What is needed is an exact retyping of the records below, from the first line through the line that contains "const toPath = rows".

── RECORDS SHOWN

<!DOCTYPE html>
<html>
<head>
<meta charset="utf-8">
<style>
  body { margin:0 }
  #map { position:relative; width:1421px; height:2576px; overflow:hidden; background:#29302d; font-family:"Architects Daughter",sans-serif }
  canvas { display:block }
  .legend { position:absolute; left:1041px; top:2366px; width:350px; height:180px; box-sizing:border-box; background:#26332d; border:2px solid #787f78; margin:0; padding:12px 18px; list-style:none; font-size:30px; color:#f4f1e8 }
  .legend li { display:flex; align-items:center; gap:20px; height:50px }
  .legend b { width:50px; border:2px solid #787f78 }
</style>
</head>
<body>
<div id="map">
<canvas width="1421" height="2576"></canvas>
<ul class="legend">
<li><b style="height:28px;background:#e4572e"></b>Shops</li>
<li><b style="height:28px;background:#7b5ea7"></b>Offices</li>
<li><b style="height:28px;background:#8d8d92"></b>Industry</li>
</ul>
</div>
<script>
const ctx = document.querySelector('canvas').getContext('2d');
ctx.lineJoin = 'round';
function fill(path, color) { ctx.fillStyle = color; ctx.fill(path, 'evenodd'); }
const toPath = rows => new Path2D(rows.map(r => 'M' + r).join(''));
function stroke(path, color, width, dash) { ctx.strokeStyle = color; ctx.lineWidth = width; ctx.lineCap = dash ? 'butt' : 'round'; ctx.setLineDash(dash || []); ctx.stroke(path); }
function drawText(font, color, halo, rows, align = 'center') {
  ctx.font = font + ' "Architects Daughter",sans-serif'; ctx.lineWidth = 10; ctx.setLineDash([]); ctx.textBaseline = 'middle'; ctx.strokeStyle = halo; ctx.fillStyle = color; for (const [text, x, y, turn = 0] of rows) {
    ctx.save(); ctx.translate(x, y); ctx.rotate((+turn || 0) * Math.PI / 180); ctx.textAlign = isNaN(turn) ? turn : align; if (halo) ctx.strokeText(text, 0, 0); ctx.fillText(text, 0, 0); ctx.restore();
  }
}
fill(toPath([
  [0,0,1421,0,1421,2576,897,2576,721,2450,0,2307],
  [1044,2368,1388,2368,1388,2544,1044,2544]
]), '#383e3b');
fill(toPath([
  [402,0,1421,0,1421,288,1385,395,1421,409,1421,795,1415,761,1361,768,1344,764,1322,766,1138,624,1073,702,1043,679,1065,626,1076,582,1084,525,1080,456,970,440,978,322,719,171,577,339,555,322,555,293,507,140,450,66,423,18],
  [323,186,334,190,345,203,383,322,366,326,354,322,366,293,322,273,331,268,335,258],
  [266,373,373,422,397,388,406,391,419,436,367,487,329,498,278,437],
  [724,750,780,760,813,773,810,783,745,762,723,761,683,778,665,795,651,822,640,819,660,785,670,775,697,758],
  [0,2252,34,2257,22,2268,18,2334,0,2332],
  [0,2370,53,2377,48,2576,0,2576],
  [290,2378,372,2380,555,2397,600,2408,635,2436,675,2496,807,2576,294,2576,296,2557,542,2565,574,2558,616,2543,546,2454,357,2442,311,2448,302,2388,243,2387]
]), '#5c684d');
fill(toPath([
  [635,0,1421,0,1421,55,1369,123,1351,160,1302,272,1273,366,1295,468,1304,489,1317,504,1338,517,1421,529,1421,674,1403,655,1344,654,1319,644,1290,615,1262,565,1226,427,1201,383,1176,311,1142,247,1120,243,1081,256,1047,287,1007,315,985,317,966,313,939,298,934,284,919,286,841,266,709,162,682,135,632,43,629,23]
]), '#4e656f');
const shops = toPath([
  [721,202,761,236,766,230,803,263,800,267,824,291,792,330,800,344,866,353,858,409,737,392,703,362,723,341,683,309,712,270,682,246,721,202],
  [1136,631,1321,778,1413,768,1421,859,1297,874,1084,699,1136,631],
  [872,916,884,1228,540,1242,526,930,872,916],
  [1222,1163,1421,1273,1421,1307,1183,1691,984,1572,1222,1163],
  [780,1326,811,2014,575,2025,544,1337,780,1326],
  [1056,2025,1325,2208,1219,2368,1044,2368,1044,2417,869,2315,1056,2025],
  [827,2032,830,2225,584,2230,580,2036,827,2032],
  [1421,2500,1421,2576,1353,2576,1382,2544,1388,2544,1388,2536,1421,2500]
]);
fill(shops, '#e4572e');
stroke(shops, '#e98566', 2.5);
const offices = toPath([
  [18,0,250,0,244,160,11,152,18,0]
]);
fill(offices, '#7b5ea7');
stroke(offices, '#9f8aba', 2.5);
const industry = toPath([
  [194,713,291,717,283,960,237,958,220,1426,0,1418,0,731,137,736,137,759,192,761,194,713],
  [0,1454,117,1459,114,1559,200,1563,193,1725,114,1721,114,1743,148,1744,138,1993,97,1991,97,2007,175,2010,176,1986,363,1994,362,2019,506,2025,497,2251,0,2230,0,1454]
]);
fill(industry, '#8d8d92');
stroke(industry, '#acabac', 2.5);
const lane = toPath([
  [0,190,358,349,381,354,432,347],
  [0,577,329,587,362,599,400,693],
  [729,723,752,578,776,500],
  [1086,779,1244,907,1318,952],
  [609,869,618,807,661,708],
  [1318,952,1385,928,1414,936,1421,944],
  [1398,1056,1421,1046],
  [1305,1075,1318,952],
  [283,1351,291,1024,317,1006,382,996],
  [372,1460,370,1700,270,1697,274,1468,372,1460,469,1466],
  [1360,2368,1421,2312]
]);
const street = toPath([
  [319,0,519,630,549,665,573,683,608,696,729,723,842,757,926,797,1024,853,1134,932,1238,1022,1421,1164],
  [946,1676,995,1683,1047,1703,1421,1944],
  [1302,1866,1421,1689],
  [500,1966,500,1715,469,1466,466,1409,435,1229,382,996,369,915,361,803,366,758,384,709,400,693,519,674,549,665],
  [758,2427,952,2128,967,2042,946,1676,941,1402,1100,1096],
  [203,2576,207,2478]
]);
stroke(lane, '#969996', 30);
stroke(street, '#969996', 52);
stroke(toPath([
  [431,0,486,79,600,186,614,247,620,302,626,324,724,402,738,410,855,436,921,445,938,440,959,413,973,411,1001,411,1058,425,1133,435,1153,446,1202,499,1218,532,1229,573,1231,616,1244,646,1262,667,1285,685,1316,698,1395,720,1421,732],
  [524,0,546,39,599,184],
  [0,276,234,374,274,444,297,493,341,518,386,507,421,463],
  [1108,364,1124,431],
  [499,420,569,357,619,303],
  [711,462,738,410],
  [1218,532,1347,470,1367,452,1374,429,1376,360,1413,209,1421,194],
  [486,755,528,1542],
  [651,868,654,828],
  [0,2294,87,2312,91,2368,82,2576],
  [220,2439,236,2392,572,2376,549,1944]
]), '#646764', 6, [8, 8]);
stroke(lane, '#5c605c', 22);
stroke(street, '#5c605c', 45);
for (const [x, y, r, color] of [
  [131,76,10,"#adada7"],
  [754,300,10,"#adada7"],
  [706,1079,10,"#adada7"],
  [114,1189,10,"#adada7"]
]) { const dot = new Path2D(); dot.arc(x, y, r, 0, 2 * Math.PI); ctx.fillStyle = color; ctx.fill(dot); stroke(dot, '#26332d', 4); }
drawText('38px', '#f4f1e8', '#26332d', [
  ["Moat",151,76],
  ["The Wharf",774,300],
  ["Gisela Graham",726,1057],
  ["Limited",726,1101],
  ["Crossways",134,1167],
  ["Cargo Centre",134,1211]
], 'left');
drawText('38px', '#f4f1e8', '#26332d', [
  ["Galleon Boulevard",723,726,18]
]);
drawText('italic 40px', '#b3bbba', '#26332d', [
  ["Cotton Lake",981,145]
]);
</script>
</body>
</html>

────

RESULT BELOW:
<!DOCTYPE html>
<html>
<head>
<meta charset="utf-8">
<style>
  body { margin:0 }
  #map { position:relative; width:1421px; height:2576px; overflow:hidden; background:#29302d; font-family:"Architects Daughter",sans-serif }
  canvas { display:block }
  .legend { position:absolute; left:1041px; top:2366px; width:350px; height:180px; box-sizing:border-box; background:#26332d; border:2px solid #787f78; margin:0; padding:12px 18px; list-style:none; font-size:30px; color:#f4f1e8 }
  .legend li { display:flex; align-items:center; gap:20px; height:50px }
  .legend b { width:50px; border:2px solid #787f78 }
</style>
</head>
<body>
<div id="map">
<canvas width="1421" height="2576"></canvas>
<ul class="legend">
<li><b style="height:28px;background:#e4572e"></b>Shops</li>
<li><b style="height:28px;background:#7b5ea7"></b>Offices</li>
<li><b style="height:28px;background:#8d8d92"></b>Industry</li>
</ul>
</div>
<script>
const ctx = document.querySelector('canvas').getContext('2d');
ctx.lineJoin = 'round';
function fill(path, color) { ctx.fillStyle = color; ctx.fill(path, 'evenodd'); }
const toPath = rows => new Path2D(rows.map(r => 'M' + r).join(''));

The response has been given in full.